■ **TASK DESCRIPTION**
Take each line below that has "linecap" and copy it.

•••

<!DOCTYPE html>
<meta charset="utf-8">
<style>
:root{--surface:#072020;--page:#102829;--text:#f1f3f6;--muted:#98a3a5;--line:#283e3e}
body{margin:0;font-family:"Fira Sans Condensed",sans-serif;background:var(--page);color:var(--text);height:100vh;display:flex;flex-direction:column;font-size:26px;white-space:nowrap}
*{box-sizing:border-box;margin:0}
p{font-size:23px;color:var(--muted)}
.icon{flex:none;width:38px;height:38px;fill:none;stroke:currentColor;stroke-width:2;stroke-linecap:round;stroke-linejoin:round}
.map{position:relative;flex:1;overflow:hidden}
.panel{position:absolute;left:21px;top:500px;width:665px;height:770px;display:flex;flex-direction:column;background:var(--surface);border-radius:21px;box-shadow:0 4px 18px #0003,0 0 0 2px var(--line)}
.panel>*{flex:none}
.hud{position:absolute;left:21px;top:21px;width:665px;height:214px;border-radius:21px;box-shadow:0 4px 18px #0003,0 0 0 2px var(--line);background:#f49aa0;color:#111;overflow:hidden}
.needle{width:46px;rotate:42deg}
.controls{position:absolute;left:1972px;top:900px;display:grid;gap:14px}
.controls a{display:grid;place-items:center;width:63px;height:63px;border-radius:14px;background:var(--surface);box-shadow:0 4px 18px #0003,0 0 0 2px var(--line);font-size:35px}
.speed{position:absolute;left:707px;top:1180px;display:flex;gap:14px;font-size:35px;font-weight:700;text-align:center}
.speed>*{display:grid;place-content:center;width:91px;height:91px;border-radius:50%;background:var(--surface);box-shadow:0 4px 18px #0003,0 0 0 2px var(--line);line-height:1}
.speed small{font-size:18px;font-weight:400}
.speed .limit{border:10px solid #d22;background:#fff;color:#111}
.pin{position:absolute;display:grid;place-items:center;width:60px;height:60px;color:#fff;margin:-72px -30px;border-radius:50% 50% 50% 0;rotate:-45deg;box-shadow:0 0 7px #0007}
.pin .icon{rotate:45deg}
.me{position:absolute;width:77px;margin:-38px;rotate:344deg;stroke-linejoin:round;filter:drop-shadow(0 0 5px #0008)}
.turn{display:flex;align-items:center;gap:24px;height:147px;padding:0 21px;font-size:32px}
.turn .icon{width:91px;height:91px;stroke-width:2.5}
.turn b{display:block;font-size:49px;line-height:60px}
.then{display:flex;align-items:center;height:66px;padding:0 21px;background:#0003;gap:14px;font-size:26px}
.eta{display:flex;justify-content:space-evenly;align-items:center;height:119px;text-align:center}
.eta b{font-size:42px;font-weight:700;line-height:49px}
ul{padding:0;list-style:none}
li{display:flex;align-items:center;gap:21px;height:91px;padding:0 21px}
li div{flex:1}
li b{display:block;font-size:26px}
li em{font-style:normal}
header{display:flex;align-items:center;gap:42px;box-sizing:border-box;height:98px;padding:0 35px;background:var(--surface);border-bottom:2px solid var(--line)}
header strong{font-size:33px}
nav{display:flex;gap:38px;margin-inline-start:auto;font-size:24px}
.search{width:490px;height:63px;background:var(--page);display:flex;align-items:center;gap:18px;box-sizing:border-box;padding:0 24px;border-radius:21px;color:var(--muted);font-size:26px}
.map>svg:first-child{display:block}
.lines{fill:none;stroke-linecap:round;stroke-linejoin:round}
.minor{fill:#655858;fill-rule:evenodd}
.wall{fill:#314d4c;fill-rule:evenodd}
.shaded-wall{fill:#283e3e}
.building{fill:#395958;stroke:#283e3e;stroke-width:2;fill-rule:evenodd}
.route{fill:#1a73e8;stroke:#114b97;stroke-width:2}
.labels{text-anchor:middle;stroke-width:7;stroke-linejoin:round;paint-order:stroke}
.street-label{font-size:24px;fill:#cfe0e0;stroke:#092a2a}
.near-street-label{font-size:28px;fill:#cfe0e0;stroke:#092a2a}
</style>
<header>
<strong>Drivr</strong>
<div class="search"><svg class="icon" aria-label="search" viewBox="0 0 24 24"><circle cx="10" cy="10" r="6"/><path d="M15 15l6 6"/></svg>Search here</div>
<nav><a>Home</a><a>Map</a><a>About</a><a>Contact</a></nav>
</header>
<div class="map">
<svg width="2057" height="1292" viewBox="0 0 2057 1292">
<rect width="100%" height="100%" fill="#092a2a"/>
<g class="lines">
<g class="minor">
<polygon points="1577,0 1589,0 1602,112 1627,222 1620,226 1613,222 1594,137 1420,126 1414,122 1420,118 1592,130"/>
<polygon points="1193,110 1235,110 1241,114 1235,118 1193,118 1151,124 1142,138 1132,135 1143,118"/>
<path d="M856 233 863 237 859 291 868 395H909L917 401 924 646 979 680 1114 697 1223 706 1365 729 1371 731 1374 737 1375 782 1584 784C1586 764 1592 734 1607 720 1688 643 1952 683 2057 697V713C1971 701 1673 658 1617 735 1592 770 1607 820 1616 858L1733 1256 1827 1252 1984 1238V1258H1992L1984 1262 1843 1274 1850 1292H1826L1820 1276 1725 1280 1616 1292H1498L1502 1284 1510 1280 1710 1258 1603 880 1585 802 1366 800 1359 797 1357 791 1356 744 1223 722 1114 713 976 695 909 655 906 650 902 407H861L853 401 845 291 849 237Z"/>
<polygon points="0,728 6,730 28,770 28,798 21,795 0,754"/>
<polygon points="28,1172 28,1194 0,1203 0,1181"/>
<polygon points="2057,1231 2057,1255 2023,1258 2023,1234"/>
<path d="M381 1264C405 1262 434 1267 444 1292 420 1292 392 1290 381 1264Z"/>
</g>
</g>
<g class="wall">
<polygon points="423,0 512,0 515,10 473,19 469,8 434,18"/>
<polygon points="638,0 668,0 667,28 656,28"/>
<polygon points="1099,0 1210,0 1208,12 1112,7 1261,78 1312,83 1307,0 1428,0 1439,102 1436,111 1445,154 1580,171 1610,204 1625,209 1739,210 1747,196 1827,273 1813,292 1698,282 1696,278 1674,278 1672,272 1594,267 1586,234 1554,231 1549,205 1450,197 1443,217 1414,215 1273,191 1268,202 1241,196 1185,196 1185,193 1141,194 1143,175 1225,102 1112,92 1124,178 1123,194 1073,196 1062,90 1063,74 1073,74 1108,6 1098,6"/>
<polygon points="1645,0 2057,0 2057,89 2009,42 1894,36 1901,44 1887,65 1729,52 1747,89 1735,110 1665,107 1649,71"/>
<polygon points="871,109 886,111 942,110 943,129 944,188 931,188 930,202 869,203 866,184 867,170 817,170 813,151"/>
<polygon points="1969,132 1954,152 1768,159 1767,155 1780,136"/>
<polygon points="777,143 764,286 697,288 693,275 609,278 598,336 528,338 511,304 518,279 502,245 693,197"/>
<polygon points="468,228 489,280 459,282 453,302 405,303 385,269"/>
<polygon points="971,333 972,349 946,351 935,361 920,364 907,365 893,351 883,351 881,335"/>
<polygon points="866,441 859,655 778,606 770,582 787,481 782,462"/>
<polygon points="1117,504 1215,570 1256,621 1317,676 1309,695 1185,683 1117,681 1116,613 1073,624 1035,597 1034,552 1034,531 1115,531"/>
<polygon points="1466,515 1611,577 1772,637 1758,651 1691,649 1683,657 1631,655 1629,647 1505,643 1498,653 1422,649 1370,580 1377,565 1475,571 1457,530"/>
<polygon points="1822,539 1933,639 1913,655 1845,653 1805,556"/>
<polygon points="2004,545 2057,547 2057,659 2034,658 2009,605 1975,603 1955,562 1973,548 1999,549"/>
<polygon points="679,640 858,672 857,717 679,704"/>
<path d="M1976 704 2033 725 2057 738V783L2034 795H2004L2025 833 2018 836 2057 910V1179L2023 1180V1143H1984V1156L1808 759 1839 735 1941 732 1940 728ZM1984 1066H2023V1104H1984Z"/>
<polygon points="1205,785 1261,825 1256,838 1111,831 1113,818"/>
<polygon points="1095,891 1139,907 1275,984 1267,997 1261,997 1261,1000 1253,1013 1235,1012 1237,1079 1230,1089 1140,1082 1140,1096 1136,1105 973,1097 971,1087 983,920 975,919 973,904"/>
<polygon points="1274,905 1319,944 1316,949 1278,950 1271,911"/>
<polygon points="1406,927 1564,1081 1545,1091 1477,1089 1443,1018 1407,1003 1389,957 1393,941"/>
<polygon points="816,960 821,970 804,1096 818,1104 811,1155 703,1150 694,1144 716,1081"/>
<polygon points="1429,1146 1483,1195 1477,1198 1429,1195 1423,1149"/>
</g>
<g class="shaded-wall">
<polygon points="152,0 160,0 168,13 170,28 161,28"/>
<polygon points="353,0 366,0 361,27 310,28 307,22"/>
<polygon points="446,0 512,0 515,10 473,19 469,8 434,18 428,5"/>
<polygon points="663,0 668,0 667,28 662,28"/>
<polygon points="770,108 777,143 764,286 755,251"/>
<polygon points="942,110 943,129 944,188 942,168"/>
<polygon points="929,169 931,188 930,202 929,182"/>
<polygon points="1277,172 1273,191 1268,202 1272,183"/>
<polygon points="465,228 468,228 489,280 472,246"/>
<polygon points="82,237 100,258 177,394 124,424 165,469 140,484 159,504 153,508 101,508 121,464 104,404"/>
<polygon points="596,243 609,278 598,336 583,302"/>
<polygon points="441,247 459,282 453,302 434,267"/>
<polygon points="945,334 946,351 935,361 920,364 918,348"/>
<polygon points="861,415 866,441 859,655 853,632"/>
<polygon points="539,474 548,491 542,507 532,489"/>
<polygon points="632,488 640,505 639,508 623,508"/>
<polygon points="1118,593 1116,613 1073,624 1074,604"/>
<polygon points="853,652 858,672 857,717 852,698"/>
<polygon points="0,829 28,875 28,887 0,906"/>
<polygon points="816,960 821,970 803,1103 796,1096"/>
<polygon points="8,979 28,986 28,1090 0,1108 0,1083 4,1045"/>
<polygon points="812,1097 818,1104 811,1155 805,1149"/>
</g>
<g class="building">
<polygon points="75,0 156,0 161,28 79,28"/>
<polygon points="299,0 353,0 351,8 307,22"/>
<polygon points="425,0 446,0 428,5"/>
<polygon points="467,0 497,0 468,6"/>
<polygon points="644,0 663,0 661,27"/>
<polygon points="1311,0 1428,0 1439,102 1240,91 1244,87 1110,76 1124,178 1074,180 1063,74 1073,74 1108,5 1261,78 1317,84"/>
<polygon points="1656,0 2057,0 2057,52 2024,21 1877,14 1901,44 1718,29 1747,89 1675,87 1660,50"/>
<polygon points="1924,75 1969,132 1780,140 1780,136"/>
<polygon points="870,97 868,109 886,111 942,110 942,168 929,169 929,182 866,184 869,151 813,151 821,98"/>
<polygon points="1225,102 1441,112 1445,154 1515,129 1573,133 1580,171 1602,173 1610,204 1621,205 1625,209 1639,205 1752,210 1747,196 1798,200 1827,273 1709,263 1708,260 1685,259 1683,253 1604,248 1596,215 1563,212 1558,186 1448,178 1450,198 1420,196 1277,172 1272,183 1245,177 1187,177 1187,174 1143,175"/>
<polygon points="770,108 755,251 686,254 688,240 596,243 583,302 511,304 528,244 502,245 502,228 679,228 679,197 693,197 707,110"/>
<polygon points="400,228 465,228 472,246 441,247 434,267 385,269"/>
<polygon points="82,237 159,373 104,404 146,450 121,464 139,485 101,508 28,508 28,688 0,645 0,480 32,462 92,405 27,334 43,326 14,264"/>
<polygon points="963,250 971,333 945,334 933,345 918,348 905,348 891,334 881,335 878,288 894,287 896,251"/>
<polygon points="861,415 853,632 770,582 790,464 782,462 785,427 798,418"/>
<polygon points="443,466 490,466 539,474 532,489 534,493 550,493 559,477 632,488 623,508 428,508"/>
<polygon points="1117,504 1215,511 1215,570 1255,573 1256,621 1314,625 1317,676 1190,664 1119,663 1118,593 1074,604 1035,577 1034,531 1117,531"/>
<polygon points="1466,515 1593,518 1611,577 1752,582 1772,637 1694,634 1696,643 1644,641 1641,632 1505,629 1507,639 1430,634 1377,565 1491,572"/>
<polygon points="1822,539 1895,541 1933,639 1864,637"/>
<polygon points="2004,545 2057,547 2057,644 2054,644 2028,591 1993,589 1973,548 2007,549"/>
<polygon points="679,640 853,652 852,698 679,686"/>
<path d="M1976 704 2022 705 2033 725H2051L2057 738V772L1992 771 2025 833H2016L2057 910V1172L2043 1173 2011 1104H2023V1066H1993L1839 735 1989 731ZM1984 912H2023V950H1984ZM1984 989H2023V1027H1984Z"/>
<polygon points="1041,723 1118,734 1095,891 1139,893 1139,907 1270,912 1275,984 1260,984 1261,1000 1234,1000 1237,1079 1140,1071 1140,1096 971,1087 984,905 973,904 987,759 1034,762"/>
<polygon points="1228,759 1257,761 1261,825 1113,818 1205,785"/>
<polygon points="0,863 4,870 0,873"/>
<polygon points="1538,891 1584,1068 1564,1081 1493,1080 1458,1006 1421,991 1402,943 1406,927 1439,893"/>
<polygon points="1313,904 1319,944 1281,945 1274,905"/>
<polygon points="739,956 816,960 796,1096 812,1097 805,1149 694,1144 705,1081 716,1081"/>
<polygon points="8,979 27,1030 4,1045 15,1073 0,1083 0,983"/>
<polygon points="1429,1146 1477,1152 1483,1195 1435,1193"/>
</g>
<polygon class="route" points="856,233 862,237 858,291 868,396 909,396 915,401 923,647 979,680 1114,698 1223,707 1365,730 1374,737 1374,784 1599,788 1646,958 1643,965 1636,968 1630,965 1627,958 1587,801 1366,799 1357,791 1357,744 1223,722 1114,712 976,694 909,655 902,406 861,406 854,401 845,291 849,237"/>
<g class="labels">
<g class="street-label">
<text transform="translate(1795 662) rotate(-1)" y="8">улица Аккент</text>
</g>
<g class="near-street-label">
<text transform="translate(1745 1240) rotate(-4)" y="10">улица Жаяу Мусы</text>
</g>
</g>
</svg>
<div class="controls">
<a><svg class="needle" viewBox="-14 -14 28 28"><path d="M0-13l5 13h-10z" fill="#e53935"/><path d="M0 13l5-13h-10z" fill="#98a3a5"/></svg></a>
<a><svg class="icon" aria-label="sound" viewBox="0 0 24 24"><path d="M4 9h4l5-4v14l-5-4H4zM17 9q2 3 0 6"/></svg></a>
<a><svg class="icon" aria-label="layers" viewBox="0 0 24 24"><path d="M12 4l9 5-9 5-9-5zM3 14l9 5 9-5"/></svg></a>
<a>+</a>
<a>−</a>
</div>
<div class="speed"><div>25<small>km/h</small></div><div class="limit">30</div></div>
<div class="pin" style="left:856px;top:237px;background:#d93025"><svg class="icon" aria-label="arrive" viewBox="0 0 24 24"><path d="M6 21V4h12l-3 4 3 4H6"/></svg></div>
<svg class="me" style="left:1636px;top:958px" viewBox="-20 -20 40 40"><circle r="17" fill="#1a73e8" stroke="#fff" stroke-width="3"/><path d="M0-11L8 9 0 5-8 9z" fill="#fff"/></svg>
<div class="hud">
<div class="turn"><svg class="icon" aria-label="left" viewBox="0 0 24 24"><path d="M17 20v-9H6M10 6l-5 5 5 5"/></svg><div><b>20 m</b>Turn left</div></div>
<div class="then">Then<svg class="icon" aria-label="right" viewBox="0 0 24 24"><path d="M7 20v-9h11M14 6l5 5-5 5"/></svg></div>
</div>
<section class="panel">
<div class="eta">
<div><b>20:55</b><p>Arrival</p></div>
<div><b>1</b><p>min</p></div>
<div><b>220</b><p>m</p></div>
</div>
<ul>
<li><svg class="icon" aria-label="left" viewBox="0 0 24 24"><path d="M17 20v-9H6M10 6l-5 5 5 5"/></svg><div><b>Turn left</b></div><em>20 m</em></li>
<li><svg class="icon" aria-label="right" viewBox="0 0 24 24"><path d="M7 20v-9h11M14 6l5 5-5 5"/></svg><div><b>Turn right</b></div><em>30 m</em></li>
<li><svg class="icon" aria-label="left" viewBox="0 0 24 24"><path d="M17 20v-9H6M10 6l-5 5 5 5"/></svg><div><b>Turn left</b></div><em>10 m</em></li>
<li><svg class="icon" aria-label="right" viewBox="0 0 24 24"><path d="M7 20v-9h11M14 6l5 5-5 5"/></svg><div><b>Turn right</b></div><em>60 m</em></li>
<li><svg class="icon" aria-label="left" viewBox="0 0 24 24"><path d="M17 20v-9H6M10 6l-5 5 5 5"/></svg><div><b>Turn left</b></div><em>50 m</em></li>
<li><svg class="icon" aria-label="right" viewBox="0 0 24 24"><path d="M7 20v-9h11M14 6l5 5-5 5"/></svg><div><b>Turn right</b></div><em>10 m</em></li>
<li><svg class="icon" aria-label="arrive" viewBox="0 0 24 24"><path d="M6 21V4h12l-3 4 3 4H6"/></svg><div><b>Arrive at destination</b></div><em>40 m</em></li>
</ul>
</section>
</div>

•••

■ **PROBLEM SOLUTION**
.icon{flex:none;width:38px;height:38px;fill:none;stroke:currentColor;stroke-width:2;stroke-linecap:round;stroke-linejoin:round}
.lines{fill:none;stroke-linecap:round;stroke-linejoin:round}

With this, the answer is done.